Il 13 febbraio del 1858 i due raggiunsero il lago Tanganica, ma costretti nuovamente dalle malattie, sostarono a Ugigi. Speke rimase temporaneamente cieco per un’infiammazione oculare, Burton era quasi paralizzato. Ripresa l’esplorazione dell’estremità settentrionale del Tanganica, scoprirono l’imbocco del Ruzizi. Speke non aveva dubbi: non era il Nilo, il lago era a un’altitudine troppo bassa (772 m) per alimentare un fiume come il Nilo.

    Burton e Speke tornarono a Kazeh, intanto tra loro prendevano forma i primi attriti. Speke partì da solo verso nord, Burton, ancora malato, restò a Kazeh.

    Il 3 agosto 1858 Speke giunse a Mwanza dove scoprì il lago Nyanza (68.000 Kmq) e lo battezzò Vittoria. Senza cercarne uno sbocco, tornò a Kazeh e con Burton, incredulo, rientrarono a Londra.

    Contrariamente a quanto promesso a Burton, Speke comunicò alla Rolyal Geographical Society di aver trovato le sorgenti del Nilo.

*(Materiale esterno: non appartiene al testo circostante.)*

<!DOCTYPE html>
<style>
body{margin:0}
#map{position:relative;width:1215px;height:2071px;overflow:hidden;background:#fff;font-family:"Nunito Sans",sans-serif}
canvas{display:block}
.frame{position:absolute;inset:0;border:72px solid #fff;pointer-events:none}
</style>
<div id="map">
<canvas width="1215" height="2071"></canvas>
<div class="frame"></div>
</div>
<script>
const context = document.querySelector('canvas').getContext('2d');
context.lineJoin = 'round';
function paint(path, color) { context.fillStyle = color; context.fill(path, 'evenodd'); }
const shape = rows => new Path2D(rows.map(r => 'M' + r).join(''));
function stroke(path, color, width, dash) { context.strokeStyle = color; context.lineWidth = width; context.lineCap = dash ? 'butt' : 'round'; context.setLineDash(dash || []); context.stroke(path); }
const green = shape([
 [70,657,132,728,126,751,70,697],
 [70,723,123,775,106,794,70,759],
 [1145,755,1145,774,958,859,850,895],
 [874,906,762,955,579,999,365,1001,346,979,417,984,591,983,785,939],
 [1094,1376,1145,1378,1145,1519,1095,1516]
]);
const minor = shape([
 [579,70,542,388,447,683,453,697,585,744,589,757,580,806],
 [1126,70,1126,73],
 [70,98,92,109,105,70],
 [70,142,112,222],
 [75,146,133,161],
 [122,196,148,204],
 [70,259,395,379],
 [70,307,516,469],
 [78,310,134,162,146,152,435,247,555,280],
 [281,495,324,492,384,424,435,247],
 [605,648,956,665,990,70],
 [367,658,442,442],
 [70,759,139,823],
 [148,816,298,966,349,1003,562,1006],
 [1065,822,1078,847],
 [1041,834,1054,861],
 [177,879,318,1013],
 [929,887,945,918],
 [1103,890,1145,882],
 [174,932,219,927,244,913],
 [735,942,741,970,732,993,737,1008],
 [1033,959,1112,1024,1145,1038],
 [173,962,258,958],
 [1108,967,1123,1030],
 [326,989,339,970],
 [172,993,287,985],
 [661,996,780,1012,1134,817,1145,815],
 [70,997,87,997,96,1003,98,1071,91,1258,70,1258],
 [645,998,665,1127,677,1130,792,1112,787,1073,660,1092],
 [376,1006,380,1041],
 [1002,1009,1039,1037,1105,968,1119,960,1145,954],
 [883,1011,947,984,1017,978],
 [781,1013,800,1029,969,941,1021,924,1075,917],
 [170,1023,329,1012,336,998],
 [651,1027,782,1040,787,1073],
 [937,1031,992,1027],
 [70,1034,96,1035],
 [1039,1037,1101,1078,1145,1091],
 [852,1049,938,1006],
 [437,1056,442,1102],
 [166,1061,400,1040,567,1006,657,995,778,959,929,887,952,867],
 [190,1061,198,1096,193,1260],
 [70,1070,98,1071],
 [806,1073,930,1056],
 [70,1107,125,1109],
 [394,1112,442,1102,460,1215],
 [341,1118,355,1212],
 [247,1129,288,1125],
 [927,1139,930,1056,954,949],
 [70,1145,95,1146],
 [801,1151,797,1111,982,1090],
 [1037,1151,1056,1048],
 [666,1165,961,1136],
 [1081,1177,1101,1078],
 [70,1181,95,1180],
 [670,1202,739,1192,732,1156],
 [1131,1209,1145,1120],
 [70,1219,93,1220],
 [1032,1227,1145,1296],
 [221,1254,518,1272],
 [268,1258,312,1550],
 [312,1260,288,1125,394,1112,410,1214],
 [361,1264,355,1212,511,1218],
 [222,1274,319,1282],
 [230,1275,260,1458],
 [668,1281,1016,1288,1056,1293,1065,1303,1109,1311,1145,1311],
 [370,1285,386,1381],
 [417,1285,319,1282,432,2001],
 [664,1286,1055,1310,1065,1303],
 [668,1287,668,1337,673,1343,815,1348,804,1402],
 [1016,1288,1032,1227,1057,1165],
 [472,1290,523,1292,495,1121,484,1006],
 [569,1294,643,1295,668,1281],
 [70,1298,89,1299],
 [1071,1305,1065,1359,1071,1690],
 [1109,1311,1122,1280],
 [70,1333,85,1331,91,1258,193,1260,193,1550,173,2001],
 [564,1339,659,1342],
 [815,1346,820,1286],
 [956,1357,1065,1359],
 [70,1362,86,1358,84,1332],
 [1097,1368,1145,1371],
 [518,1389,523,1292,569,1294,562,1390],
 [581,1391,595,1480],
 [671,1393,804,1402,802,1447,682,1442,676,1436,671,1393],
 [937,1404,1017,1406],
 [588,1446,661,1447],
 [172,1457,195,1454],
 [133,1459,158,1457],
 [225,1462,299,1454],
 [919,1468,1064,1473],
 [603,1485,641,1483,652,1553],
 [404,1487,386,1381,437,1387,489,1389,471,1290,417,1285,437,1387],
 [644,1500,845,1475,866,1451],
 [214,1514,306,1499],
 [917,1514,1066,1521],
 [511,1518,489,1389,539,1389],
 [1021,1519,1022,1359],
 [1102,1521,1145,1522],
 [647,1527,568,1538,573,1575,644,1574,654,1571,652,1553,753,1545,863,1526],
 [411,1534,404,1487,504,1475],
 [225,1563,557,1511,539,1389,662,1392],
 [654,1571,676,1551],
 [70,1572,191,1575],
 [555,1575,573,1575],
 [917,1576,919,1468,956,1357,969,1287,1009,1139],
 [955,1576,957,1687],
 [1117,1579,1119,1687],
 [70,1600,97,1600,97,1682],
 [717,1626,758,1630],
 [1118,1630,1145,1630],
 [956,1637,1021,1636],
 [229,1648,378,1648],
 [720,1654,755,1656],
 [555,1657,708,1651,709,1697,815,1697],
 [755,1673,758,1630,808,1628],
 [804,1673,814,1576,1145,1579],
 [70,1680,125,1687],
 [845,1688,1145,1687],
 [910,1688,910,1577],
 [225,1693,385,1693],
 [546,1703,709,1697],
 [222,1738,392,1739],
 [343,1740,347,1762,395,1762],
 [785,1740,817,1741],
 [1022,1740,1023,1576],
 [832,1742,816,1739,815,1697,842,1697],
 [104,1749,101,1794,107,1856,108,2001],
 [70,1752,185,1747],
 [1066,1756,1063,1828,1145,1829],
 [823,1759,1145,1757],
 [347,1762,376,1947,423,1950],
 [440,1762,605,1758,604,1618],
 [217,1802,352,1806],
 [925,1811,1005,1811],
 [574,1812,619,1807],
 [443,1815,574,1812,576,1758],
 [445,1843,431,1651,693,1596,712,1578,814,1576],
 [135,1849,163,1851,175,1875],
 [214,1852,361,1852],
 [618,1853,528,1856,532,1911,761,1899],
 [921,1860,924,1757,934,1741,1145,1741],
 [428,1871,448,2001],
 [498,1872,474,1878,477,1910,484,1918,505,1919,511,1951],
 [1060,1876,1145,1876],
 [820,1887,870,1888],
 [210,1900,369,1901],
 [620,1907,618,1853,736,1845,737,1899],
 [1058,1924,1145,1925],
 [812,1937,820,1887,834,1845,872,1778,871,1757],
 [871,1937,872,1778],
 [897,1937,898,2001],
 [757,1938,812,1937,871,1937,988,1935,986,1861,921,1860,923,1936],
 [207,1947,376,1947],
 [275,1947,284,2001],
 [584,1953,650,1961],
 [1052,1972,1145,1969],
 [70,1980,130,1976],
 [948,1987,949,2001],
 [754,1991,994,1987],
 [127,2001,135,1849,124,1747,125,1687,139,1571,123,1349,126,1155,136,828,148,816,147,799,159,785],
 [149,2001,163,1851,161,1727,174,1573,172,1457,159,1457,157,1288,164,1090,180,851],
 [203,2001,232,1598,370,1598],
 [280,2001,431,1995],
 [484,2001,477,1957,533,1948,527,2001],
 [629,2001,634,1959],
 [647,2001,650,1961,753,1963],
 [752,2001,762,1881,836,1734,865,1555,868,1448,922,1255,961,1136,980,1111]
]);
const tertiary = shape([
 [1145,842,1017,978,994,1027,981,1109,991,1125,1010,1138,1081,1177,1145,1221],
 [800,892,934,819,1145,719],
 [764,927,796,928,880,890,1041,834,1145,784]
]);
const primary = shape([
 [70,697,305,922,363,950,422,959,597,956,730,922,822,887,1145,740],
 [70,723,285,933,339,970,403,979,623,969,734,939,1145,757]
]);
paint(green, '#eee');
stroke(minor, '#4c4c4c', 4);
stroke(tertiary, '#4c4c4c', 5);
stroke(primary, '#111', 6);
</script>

    La diatriba che ne nacque spingerà Livingstone a cercare egli stesso le sorgenti per difendere e avvalorare la tesi di Burton.

    Speke ripartì per l’Africa con Jemes Augustus Grant, anch’egli ex ufficiale. Arrivati al Lago Vittoria, Speke e Grant si separarono per esplorare da due vie diverse il Lago: Grant verso nord e Speke verso est.

    Il 28 luglio 1862 Speke scoprì le cascate, battezzate Ripon, che confermarono la sua ipotesi: era il lago Vittoria a dare origine al Nilo.

    Tornati a Londra, la società geografica organizzò il faccia a faccia tra Speke e Barton, ma il giorno prima Speke muore misteriosamente in un incidente di caccia. Alcuni ipotizzarono il suicidio.